“Yes,” said Flora, one way to the speaker and quite another way to herself.
“Yes, she wants to do it, and Doctor Sevier says it’s the only thing for her. Ah, Flora, how well you can understand that!”
“Indeed, yes,” sighed the listener, both ways again.
“We know how absolutely you believe the city’s our best base, else we’d have asked you to go with us.” The ever genuine Constance felt a mortifying speciousness in her words and so piled them on. “We know the city is best—unless it should fall, and it won’t—oh, it won’t, God’s not going to let so many prayers go unanswered, Flora! But we’ve tossed reason aside and are going by instinct, the way I always feel safest in, dear. Ah, poor Anna! Oh, Flora, she’s so sweet about it!”
“Yes? Ab-out what?”
“You, dear, and whoever is suffering the same—”
Flora softly winced and Constance blamed herself so to have pained another sister’s love. “And she’s so quiet,” added the speaker, “but, oh, so pale—and so hard either to comfort or encourage, or even to discourage. There’s nothing you can say that she isn’t already heart-sick of saying herself, to herself, and I beg you, dear, in your longing to comfort her, please don’t bring up a single maybe-this or maybe-that; any hope, I mean, founded on a mere doubt.”
“Ah, but sometime’ the doubt—it is the hope!”
“Yes, sometimes; but not to her, any more. Oh, Flora, if it’s just as true of you, you won’t be—begrudge my saying it of my sister—that no saint ever went to her matyrdom better prepared than she is, right now, for the very worst that can be told. There’s only one thing to which she never can and never will resign herself, and that is doubt. She can’t breathe its air, Flora. As she says herself, she isn’t so built; she hasn’t that gift.”
The musing Flora nodded compassionately, but inwardly she said that, gift or no gift, Anna should serve her time in Doubting Castle, with her, Flora, for turnkey. Suddenly she put away her abstraction and with a summarizing gesture and chastened twinkle spoke out: “In short, you want to know for w’at am I come.”
“Flora!”
“Ah, but, my dear, you are ri-ight. That is ‘all correct,’ as they say, and one thing I’m come for—’t is—” She handed out Mandeville’s two letters.

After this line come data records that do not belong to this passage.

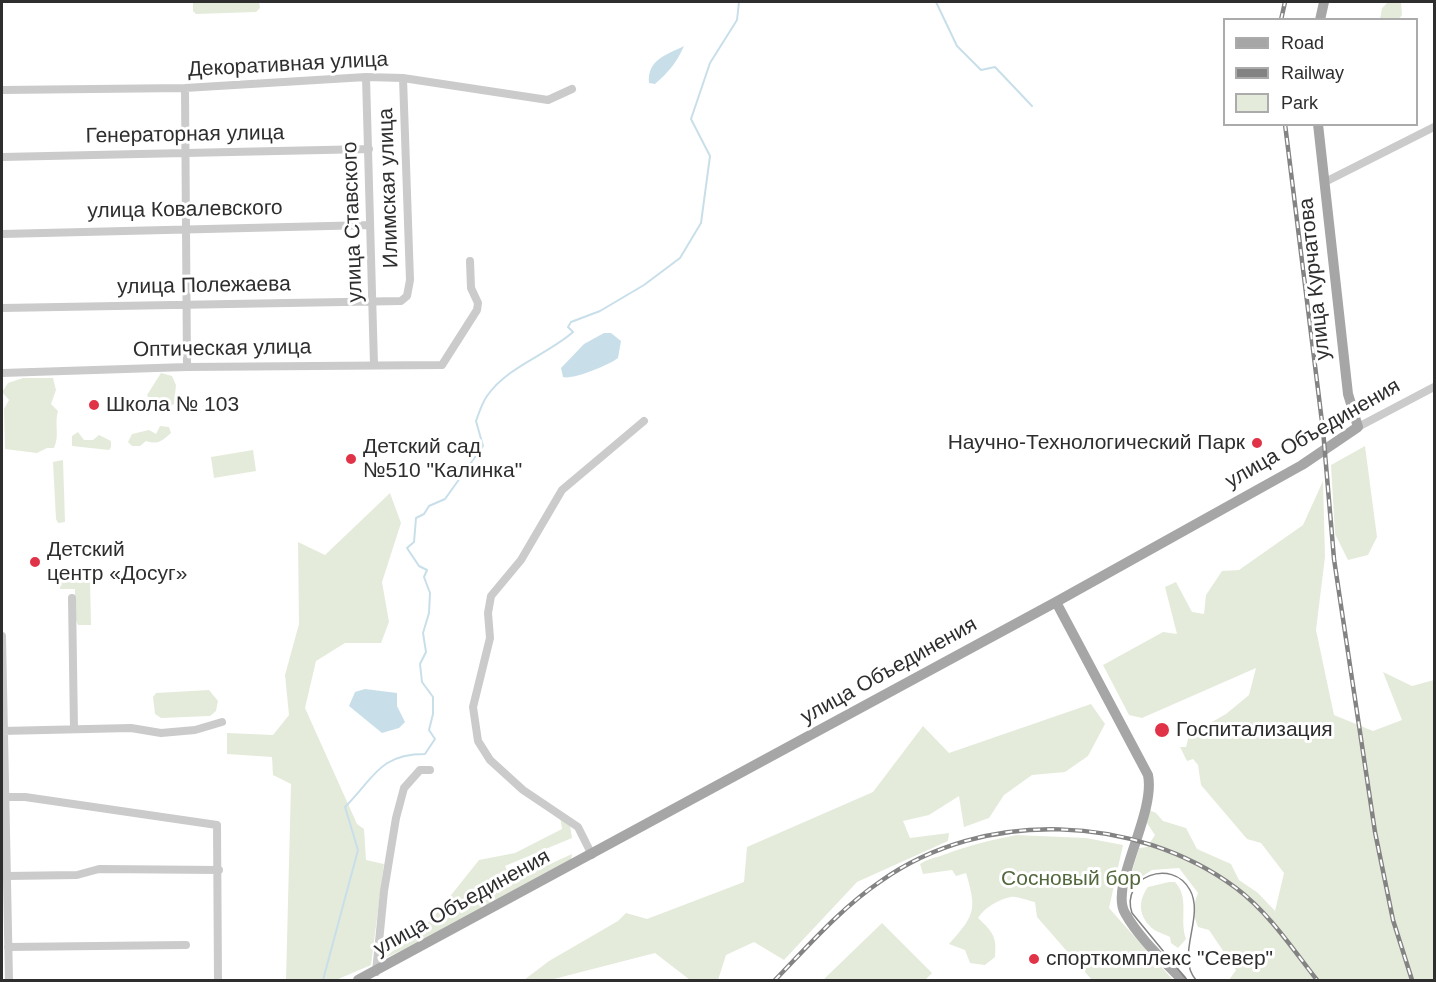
<!DOCTYPE html>
<html>
<head>
<meta charset="utf-8">
<style>
  body { margin:0 }
  #map { position:relative; width:1436px; height:982px; overflow:hidden; background:#fff; font-family:Arial,sans-serif }
  canvas { display:block }
  .frame { position:absolute; inset:0; border:3px solid #2e2e2e; pointer-events:none }
  .legend { position:absolute; left:1223px; top:18px; width:195px; height:108px; box-sizing:border-box; background:#fff; border:2px solid #ababab; margin:0; padding:8px 10px; list-style:none; font-size:18px; color:#2e2e2e }
  .legend li { display:flex; align-items:center; gap:12px; height:30px }
  .legend b { width:30px; border:2px solid #ababab }
</style>
</head>
<body>
<div id="map">
<canvas width="1436" height="982"></canvas>
<div class="frame"></div>
<ul class="legend">
<li><b style="height:8px;background:#a6a6a6"></b>Road</li>
<li><b style="height:8px;background:#838383"></b>Railway</li>
<li><b style="height:16px;background:#e4ebdb"></b>Park</li>
</ul>
</div>
<script>
const ctx = document.querySelector('canvas').getContext('2d');
ctx.lineJoin = 'round';
function fill(path, color) { ctx.fillStyle = color; ctx.fill(path, 'evenodd'); }
function trace(path, color, width, dash) { ctx.strokeStyle = color; ctx.lineWidth = width; ctx.lineCap = dash ? 'butt' : 'round'; ctx.setLineDash(dash || []); ctx.stroke(path); }
function label(font, color, halo, rows, align = 'center') {
  ctx.font = font + ' Arial,sans-serif'; ctx.lineWidth = 6; ctx.setLineDash([]); ctx.textBaseline = 'middle'; ctx.strokeStyle = halo; ctx.fillStyle = color; for (const [text, x, y, turn = 0] of rows) {
    ctx.save(); ctx.translate(x, y); ctx.rotate((+turn || 0) * Math.PI / 180); ctx.textAlign = isNaN(turn) ? turn : align; if (halo) ctx.strokeText(text, 0, 0); ctx.fillText(text, 0, 0); ctx.restore();
  }
}
fill(new Path2D(`
  M193,2H259L260,8L256,12L196,14L193,11Z
  M1388,2H1401L1402,15L1399,19H1380L1382,8Z
  M161,373L172,376L176,385L174,404L163,410L154,407L147,395Z
  M23,378H53L56,390L51,404L58,411C54,425 60,435 54,448H47L37,453L5,449L4,409L9,400L2,392L8,383Z
  M160,426L169,427L171,433C162,441 158,445 146,441L140,446H132L128,442L132,434L149,430L156,434Z
  M78,432L84,440H93L99,435L111,441V447L109,450L72,446V436Z
  M1365,446L1377,537L1368,555L1348,560L1335,534L1331,465Z
  M253,450L256,471L214,478L211,457Z
  M63,460L65,522L58,523L56,519L53,462Z
  M1323,481L1325,557L1316,630L1334,715L1373,731L1402,720L1383,672L1412,686L1434,680V980H1229L1236,970L1209,930L1198,927C1193,916 1193,904 1198,893L1179,868L1152,870L1132,883L1131,875L1139,848L1147,847L1155,835L1147,823L1149,810L1156,813L1163,821L1186,828L1197,849L1231,864L1239,880L1258,893L1275,911L1284,873L1261,843L1247,839L1201,785L1198,765L1193,759L1187,761L1180,747H1186L1189,735L1226,714L1249,695L1256,668L1142,718L1129,715L1103,665L1163,632L1177,634L1165,587L1176,582L1192,612L1204,614L1206,595L1222,571L1239,570L1303,525Z
  M390,493L401,523L382,582L389,622L381,643H345L316,661L305,708L357,824L364,829L366,860L384,864L371,965L336,980H286L291,784L273,775L272,757L227,754V733L273,735L289,715L285,675L299,624L298,542L325,555Z
  M87,576L90,579L91,625H78L75,618V589H60V577Z
  M209,690L218,701L216,711L210,716L161,718L155,714L153,697L156,693Z
  M1091,704L1105,724L1088,756L1065,772L1032,775L1004,795L989,818L964,827L959,796L929,815L903,821L910,838L949,833L948,841L857,882L784,960L754,942L726,955L718,980H690L655,953L550,980H524L549,961L618,921L626,913L647,919L744,882L747,847L873,792L923,726L949,753Z
  M560,817L570,825L572,838L505,866L513,881L572,854L571,861L442,932L383,959L432,919L479,860L515,853L562,829Z
  M1016,835L1086,838L1123,845L1109,908L1173,980H1092L1037,917L1035,902C1028,901 1017,896 1011,897C999,899 984,908 978,918C993,932 997,937 995,957L985,965L970,963L965,950L949,944C975,915 977,910 966,873L956,876L952,870L923,874L920,864C929,858 936,858 946,854C970,845 992,840 1016,835Z
  M1169,882H1175C1190,898 1179,919 1186,939L1178,948L1171,943L1170,937C1165,934 1156,932 1153,929C1139,917 1137,902 1148,887Z
  M882,923L932,973L925,980H823Z`), '#e4ebdb');
fill(new Path2D(`
  M684,46C677,62 668,73 655,84L649,83C647,60 666,55 684,46Z
  M604,333H611L621,341L618,358C609,365 573,380 563,377L561,368L584,344Z
  M365,689L397,693V706L405,722L399,728L382,733L349,706L355,692Z`), '#c8dfea');
trace(new Path2D(`
  M936,2L957,46L981,70L995,67L1032,106
  M323,980L358,850L345,807C374,778 379,754 425,754L435,739L429,730L433,714V697L422,682L420,664L426,652L423,633L429,613L430,593L424,577L427,570L419,566L407,548L414,542L416,518L424,514L429,506L445,499L483,446L476,421C479,413 482,403 487,396C508,366 547,355 573,332L568,327L571,322L600,311L644,285L680,258L701,223L710,156L691,119L710,63L737,20L739,2`), '#c8dfea', 2);
trace(new Path2D(`
  M366,77L374,365
  M185,88L187,367
  M2,90L185,88L366,77L403,78L548,100L572,89
  M2,157L369,149
  M1325,182L1434,127
  M2,234L370,225
  M2,308L401,301L407,296L410,280L403,78
  M2,373L187,367L442,365L477,310L478,303L471,288L470,261
  M1358,427L1434,387
  M72,598L74,729
  M2,636L9,980
  M2,731L131,728L161,733L195,730L222,722
  M6,797H25L217,825L218,980
  M592,855L578,827L523,790L490,760L478,741L473,707L490,638L488,613L491,596L521,560L562,490L644,421
  M7,876L77,875L99,869L219,870
  M8,947L186,945
  M376,972L384,891L396,818L404,788L420,770H430`), '#cbcbcb', 8);
trace(new Path2D(`
  M1320,20L1324,2
  M1056,602L1148,775C1156,814 1109,886 1125,913C1139,938 1163,960 1182,980
  M358,980L1056,602L1302,465L1358,427L1348,394L1318,124`), '#a6a6a6', 10);
trace(new Path2D(`
  M1187,980L1132,913C1120,877 1172,857 1190,890C1205,917 1175,956 1196,980`), '#838383', 1.5);
const rail = new Path2D(`
  M1281,20L1285,2
  M1285,124L1323,430L1334,559L1375,832L1393,920L1412,980
  M775,980C808,946 841,908 881,881C984,808 1136,814 1236,888C1269,913 1292,948 1317,980`);
trace(rail, '#838383', 4.5);
trace(rail, '#fff', 2, [7]);
for (const [x, y, r, color] of [
  [94,405,6,"#e13348"],
  [1257,443,6,"#e13348"],
  [351,459,6,"#e13348"],
  [35,562,6,"#e13348"],
  [1162,730,8,"#e13348"],
  [1034,959,6,"#e13348"]
]) { const dot = new Path2D(); dot.arc(x, y, r, 0, 2 * Math.PI); ctx.fillStyle = color; ctx.fill(dot); trace(dot, '#fff', 2); }
label('21px', '#2e2e2e', '#fff', [
  ["Декоративная улица",288,65,-3],
  ["Генераторная улица",185,135,-1],
  ["Илимская улица",389,188,-92],
  ["улица Ковалевского",185,210,-1],
  ["улица Ставского",353,222,-92],
  ["улица Курчатова",1315,279,-96],
  ["улица Полежаева",204,286,-1],
  ["Оптическая улица",222,349,-1],
  ["улица Объединения",1313,434,-30],
  ["улица Объединения",889,671,-29],
  ["улица Объединения",462,903,-29]
]);
label('21px', '#2e2e2e', '#fff', [
  ["Школа № 103",106,405],
  ["Научно-Технологический Парк",1245,443,"right"],
  ["Детский сад",363,447],
  ["№510 \"Калинка\"",363,471],
  ["Детский",47,550],
  ["центр «Досуг»",47,574],
  ["Госпитализация",1176,730],
  ["спорткомплекс \"Север\"",1046,959]
], 'left');
label('21px', '#53683c', '#fff', [
  ["Сосновый бор",1071,879]
]);
</script>
</body>
</html>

The wife caught them to her bosom, sprang to her tiptoes, beamed on the packet a second time and read aloud, “Urbanity of Corporal Valcour!” She heaved an ecstatic breath to speak on, but failed. Anna and Miranda had joined them and Flora had risen from her seat on the balustrade, aware at once that the role she had counted on was not to be hers, the role of comforter to an undone rival.
Pale indeed was the rival, pale as rivalry could wish. Yet instantly Flora saw, with a fiery inward sting, how beautiful pallor may be. And more she saw: with the chagrin then growing so common on every armed front—the chagrin of finding one’s foe entrenched—she saw how utterly despair had failed to crush a gentle soul. Under cover of affliction’s night and storm Anna, this whole Anna Callender, had been reinforced, had fortified and was a new problem.